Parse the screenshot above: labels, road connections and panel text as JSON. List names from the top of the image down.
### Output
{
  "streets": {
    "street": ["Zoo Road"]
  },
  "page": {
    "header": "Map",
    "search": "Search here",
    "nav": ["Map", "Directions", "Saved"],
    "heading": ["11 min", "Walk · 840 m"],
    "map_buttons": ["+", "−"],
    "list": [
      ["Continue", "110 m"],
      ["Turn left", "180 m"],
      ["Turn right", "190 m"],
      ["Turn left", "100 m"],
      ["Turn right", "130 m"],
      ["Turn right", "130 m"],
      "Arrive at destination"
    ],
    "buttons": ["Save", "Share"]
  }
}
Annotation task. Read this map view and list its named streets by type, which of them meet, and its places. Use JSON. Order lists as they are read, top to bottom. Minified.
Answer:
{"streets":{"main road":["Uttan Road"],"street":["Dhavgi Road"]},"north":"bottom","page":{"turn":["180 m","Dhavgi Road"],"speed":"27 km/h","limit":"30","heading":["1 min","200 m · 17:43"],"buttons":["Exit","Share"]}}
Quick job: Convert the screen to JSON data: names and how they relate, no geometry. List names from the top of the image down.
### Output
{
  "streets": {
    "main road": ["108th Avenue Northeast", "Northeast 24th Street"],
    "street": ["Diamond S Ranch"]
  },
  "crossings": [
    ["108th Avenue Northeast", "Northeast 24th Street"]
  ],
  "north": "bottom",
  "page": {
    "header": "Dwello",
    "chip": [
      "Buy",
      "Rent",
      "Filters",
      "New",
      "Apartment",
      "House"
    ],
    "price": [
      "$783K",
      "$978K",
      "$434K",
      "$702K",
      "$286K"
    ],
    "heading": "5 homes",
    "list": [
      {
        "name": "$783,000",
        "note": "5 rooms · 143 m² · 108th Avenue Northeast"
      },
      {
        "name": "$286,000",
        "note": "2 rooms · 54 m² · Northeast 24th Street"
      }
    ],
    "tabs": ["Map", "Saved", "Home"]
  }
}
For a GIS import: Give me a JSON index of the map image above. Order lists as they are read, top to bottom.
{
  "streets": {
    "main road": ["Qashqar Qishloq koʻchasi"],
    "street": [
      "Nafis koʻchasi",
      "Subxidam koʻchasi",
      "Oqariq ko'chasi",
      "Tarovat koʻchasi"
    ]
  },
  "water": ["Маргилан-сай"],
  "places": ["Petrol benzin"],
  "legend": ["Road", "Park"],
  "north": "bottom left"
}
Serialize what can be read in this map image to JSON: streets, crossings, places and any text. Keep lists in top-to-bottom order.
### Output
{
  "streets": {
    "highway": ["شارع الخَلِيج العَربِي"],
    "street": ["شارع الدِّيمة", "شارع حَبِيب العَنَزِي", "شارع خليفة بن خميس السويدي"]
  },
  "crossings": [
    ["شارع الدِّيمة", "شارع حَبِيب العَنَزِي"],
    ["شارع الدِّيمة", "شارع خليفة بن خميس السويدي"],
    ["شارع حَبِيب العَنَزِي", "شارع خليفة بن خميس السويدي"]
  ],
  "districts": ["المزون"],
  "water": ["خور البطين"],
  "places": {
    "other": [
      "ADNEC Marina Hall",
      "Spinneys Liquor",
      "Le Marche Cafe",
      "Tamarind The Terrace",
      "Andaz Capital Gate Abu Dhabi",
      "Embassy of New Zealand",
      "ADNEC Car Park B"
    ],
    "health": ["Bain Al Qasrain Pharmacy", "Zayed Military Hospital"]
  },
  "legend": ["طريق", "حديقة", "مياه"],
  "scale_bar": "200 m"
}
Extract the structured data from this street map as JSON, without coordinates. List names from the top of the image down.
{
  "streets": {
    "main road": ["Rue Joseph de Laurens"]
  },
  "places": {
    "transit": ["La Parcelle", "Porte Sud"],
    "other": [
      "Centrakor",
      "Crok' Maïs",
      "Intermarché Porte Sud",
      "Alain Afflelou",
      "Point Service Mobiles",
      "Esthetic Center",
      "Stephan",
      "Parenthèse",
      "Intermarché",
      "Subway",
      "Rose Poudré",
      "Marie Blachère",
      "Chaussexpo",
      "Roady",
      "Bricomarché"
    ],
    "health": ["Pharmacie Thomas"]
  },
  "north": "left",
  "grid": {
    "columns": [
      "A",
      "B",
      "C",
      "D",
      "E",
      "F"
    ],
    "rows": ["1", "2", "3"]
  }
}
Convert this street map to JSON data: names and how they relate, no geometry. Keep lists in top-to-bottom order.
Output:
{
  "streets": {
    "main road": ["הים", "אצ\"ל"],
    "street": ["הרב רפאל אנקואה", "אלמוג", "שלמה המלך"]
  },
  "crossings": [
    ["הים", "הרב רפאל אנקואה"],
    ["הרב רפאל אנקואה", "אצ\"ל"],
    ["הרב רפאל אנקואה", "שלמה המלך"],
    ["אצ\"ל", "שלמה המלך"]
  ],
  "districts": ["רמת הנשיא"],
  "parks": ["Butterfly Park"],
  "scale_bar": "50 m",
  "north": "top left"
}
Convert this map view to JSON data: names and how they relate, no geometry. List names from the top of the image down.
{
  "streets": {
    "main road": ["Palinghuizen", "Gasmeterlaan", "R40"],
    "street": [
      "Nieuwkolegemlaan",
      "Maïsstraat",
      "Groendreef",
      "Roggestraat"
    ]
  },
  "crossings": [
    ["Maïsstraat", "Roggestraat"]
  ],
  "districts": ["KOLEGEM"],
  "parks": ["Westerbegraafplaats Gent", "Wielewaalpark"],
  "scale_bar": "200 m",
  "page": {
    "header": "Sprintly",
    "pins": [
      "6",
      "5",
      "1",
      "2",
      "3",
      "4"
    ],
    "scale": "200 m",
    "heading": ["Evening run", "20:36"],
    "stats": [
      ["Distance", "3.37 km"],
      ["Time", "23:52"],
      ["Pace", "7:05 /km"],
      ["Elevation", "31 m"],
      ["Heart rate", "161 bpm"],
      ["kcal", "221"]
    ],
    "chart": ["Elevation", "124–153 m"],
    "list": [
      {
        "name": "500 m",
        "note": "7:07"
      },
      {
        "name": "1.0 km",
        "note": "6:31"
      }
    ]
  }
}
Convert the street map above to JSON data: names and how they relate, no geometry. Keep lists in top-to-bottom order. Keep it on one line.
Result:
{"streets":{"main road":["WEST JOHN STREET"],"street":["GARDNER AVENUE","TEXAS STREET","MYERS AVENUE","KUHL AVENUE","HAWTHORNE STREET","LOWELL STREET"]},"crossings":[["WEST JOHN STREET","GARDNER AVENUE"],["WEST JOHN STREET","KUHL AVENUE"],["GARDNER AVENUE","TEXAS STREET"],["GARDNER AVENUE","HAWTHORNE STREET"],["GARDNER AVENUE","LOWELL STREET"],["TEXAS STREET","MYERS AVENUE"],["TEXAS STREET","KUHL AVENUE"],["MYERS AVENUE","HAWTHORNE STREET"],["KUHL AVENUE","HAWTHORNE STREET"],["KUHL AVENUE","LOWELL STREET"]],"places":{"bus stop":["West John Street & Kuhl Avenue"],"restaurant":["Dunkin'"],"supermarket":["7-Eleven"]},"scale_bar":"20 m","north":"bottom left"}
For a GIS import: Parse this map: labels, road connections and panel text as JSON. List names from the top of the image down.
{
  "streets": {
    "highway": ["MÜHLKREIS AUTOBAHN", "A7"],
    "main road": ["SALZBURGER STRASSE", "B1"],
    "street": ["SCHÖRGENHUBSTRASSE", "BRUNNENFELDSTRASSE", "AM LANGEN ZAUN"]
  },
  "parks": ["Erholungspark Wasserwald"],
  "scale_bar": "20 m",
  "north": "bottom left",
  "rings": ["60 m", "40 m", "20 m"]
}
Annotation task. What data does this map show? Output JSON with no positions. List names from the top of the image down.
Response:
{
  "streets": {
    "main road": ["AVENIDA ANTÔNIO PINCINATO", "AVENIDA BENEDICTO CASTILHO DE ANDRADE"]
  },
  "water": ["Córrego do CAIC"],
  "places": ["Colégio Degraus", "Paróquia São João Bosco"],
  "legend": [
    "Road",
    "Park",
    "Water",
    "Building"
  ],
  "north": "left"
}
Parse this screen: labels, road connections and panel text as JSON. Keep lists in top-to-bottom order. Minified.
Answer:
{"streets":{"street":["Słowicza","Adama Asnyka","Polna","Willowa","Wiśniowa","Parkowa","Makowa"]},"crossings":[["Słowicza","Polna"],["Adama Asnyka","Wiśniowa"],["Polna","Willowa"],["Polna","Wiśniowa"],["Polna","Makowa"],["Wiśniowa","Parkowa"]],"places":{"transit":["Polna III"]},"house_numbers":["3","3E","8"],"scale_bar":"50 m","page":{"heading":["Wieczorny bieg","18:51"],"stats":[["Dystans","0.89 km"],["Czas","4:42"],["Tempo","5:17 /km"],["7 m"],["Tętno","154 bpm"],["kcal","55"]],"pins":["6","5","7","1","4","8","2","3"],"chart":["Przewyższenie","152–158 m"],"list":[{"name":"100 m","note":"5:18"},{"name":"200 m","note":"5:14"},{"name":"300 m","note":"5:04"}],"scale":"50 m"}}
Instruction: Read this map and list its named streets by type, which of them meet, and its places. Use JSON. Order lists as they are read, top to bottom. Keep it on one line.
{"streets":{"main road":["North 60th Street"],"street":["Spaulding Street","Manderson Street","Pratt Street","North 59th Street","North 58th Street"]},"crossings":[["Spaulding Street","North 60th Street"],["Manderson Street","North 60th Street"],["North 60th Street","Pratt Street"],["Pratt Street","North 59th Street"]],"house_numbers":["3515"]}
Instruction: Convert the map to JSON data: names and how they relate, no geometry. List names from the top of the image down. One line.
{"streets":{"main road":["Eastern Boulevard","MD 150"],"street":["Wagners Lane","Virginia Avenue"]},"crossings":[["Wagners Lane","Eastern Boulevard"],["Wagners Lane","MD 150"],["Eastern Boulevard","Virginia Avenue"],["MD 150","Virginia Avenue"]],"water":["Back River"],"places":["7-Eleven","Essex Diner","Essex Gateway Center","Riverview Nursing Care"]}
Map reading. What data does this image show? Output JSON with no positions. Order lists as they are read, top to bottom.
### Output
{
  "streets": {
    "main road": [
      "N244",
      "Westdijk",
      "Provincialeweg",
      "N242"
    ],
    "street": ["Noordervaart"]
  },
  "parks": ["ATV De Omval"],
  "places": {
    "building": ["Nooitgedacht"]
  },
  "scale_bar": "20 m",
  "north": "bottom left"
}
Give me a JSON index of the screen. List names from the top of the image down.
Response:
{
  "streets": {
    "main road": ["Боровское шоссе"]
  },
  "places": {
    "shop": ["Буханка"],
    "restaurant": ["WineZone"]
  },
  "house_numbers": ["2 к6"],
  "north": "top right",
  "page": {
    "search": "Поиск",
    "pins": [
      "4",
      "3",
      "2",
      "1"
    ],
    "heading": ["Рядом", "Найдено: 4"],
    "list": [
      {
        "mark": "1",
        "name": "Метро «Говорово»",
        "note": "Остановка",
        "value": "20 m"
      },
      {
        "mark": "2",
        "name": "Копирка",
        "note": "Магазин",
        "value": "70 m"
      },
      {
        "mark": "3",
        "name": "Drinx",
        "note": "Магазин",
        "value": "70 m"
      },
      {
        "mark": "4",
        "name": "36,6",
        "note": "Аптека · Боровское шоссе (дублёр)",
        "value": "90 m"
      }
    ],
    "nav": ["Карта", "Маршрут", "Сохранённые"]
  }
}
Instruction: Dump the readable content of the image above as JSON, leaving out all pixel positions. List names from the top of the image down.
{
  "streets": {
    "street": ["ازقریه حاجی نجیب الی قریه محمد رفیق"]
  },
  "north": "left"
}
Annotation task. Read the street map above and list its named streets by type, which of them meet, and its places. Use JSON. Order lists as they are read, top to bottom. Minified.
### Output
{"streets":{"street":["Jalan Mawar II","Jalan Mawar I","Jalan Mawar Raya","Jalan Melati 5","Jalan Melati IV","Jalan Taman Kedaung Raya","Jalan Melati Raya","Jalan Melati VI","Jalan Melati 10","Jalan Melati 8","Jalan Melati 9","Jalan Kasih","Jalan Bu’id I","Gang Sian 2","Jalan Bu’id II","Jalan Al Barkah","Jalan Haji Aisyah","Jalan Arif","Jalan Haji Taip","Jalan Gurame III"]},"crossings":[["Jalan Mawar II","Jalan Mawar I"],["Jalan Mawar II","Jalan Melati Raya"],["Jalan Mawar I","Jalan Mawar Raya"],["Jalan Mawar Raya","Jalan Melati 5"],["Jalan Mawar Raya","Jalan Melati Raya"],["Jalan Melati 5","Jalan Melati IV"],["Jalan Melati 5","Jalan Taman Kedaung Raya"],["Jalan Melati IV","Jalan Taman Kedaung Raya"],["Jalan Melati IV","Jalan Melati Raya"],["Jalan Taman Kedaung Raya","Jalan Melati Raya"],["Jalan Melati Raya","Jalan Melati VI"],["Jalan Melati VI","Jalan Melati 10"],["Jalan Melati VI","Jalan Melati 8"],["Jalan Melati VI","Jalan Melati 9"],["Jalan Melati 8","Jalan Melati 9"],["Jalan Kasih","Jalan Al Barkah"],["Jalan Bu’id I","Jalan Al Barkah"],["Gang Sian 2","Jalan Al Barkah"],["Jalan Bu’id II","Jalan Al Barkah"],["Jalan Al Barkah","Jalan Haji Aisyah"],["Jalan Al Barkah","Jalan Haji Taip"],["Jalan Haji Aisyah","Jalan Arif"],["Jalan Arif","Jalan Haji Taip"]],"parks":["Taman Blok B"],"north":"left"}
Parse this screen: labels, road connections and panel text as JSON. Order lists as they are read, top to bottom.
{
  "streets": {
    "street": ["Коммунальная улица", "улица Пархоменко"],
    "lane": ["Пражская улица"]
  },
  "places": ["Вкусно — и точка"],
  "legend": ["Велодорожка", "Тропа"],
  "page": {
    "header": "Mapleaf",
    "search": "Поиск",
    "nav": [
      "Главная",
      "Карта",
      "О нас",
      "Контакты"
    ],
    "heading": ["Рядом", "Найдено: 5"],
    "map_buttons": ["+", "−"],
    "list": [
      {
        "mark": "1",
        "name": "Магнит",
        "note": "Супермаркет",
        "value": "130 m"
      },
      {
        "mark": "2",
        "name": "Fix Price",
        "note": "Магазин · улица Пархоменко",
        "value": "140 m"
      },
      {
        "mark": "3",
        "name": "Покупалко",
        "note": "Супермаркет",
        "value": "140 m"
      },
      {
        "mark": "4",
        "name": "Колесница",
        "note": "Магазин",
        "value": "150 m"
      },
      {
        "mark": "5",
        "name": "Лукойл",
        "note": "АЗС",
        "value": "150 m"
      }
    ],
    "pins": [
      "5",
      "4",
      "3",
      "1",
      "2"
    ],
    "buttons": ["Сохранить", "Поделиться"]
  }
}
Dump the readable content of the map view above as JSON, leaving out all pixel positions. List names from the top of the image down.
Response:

Work task: Please copy only the lines between the first line of the entries and the line with "Quick job: Convert", keeping those two end lines as well, exactly as written.

Problem solution:
Parse the screenshot above: labels, road connections and panel text as JSON. List names from the top of the image down.
### Output
{
  "streets": {
    "street": ["Zoo Road"]
  },
  "page": {
    "header": "Map",
    "search": "Search here",
    "nav": ["Map", "Directions", "Saved"],
    "heading": ["11 min", "Walk · 840 m"],
    "map_buttons": ["+", "−"],
    "list": [
      ["Continue", "110 m"],
      ["Turn left", "180 m"],
      ["Turn right", "190 m"],
      ["Turn left", "100 m"],
      ["Turn right", "130 m"],
      ["Turn right", "130 m"],
      "Arrive at destination"
    ],
    "buttons": ["Save", "Share"]
  }
}
Annotation task. Read this map view and list its named streets by type, which of them meet, and its places. Use JSON. Order lists as they are read, top to bottom. Minified.
Answer:
{"streets":{"main road":["Uttan Road"],"street":["Dhavgi Road"]},"north":"bottom","page":{"turn":["180 m","Dhavgi Road"],"speed":"27 km/h","limit":"30","heading":["1 min","200 m · 17:43"],"buttons":["Exit","Share"]}}
Quick job: Convert the screen to JSON data: names and how they relate, no geometry. List names from the top of the image down.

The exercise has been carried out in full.